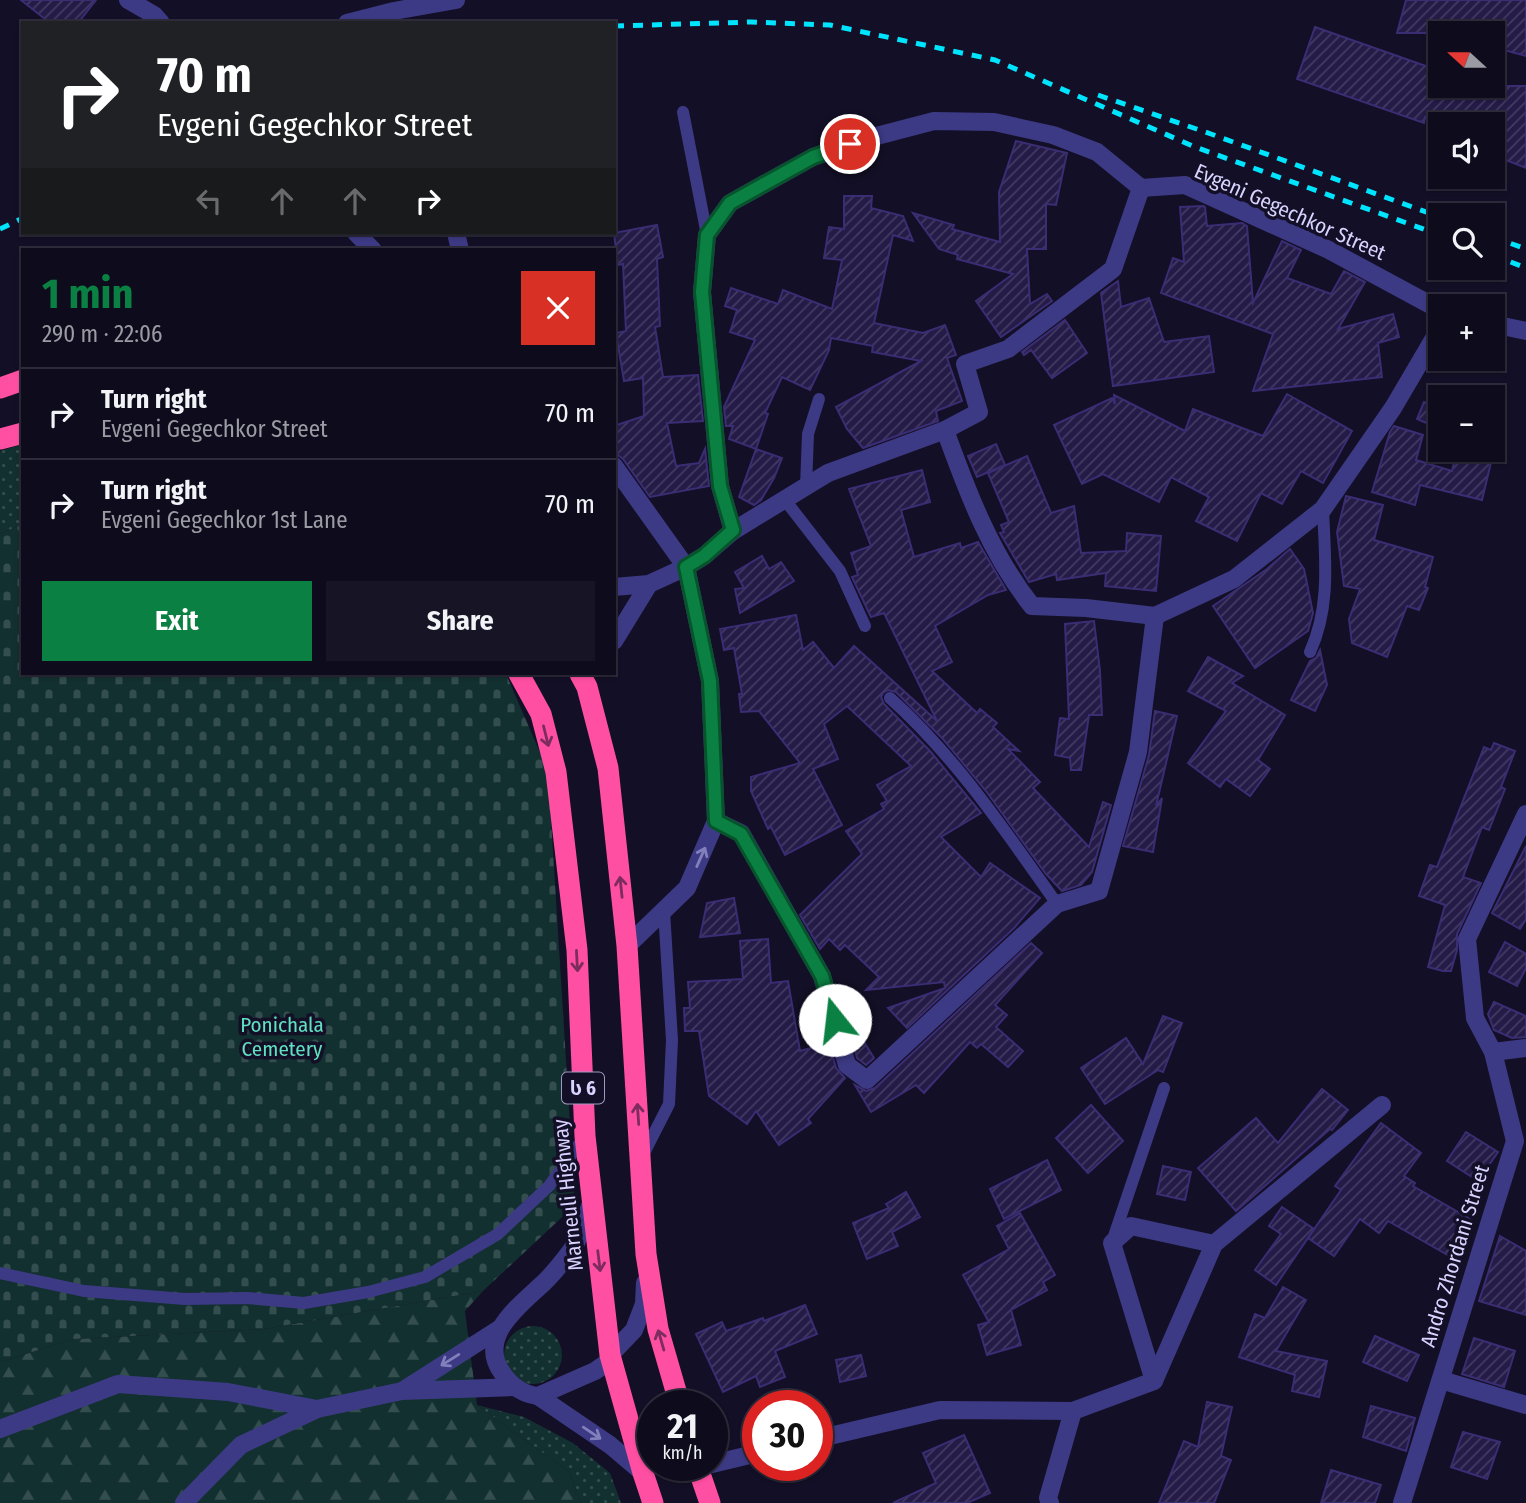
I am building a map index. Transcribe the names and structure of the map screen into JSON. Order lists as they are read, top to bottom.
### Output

-=-=-=-=-

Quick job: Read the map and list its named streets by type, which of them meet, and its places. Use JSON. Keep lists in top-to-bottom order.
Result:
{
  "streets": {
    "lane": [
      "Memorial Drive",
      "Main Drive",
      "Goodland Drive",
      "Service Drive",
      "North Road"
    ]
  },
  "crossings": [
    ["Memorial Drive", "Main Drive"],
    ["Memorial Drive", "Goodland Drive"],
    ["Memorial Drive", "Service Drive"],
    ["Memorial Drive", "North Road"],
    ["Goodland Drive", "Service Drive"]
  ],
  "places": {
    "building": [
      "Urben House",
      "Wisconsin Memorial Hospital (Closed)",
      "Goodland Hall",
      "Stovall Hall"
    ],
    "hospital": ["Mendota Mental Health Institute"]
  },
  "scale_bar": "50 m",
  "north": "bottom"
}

-=-=-=-=-

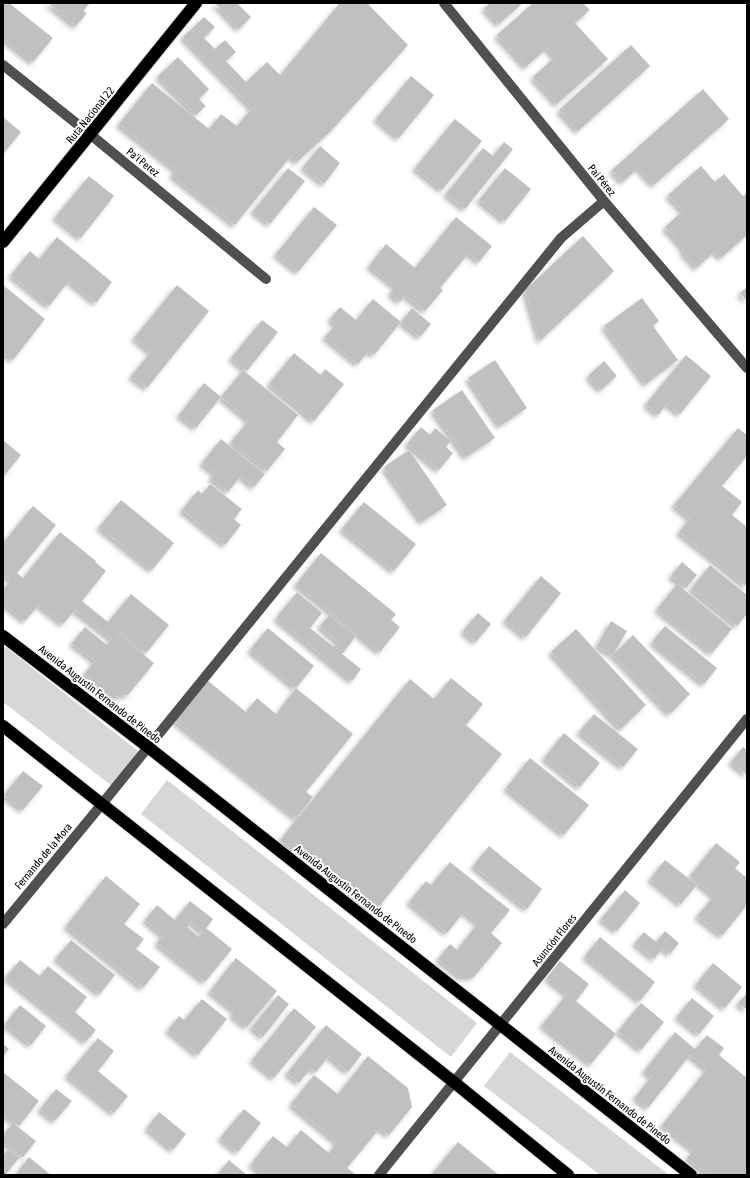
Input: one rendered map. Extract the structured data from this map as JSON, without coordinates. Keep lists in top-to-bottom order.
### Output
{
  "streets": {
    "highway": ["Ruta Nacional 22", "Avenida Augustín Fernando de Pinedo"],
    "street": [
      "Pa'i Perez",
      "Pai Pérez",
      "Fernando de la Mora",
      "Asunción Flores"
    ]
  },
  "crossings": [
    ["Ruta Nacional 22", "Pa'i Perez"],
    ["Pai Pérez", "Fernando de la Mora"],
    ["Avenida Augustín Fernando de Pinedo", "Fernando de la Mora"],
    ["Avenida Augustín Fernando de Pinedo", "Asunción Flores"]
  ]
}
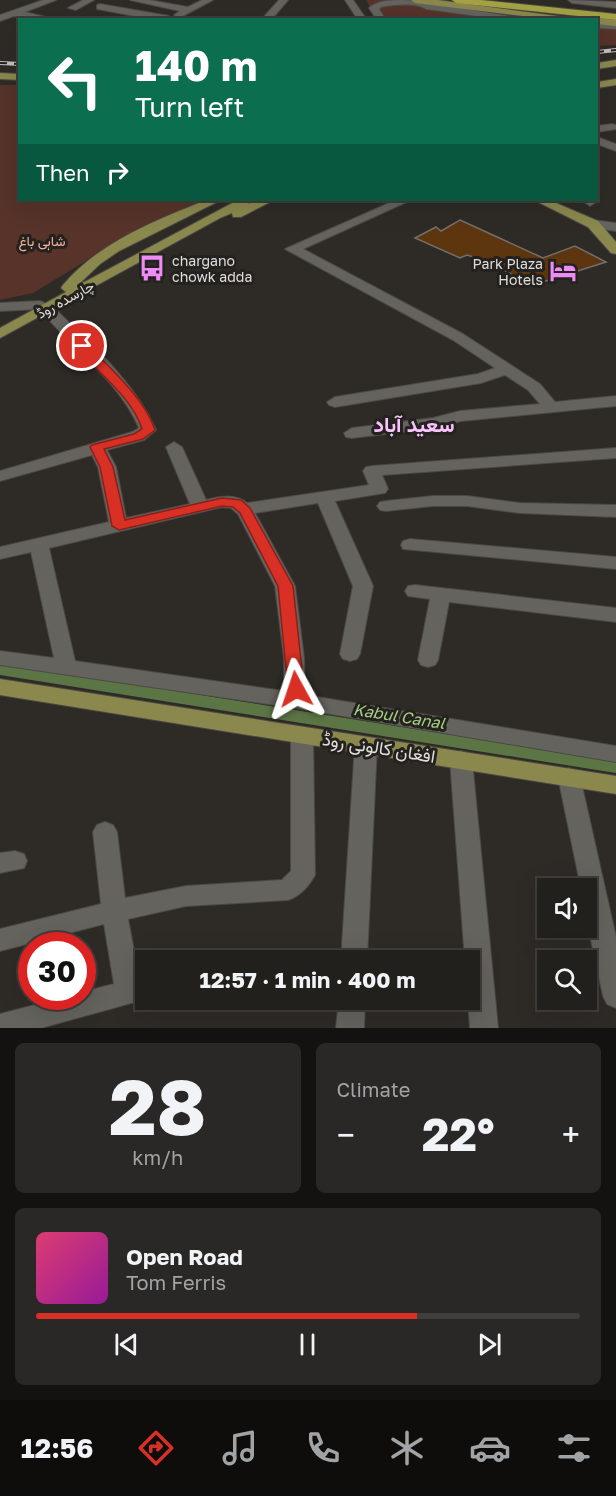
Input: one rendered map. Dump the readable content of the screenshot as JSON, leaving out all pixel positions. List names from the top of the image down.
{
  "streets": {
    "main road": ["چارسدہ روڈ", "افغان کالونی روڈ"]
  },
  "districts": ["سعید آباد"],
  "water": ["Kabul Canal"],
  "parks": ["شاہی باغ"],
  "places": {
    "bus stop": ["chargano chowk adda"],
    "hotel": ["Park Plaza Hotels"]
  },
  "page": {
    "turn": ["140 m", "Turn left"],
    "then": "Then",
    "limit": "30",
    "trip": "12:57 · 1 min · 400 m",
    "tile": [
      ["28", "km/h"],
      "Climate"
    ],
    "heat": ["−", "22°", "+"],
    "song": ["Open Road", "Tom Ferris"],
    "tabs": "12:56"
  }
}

-=-=-=-=-

● Assignment: Look through the entries. Copy out each line with "Keep" in it.

● Output of the task:
Quick job: Read the map and list its named streets by type, which of them meet, and its places. Use JSON. Keep lists in top-to-bottom order.
Input: one rendered map. Extract the structured data from this map as JSON, without coordinates. Keep lists in top-to-bottom order.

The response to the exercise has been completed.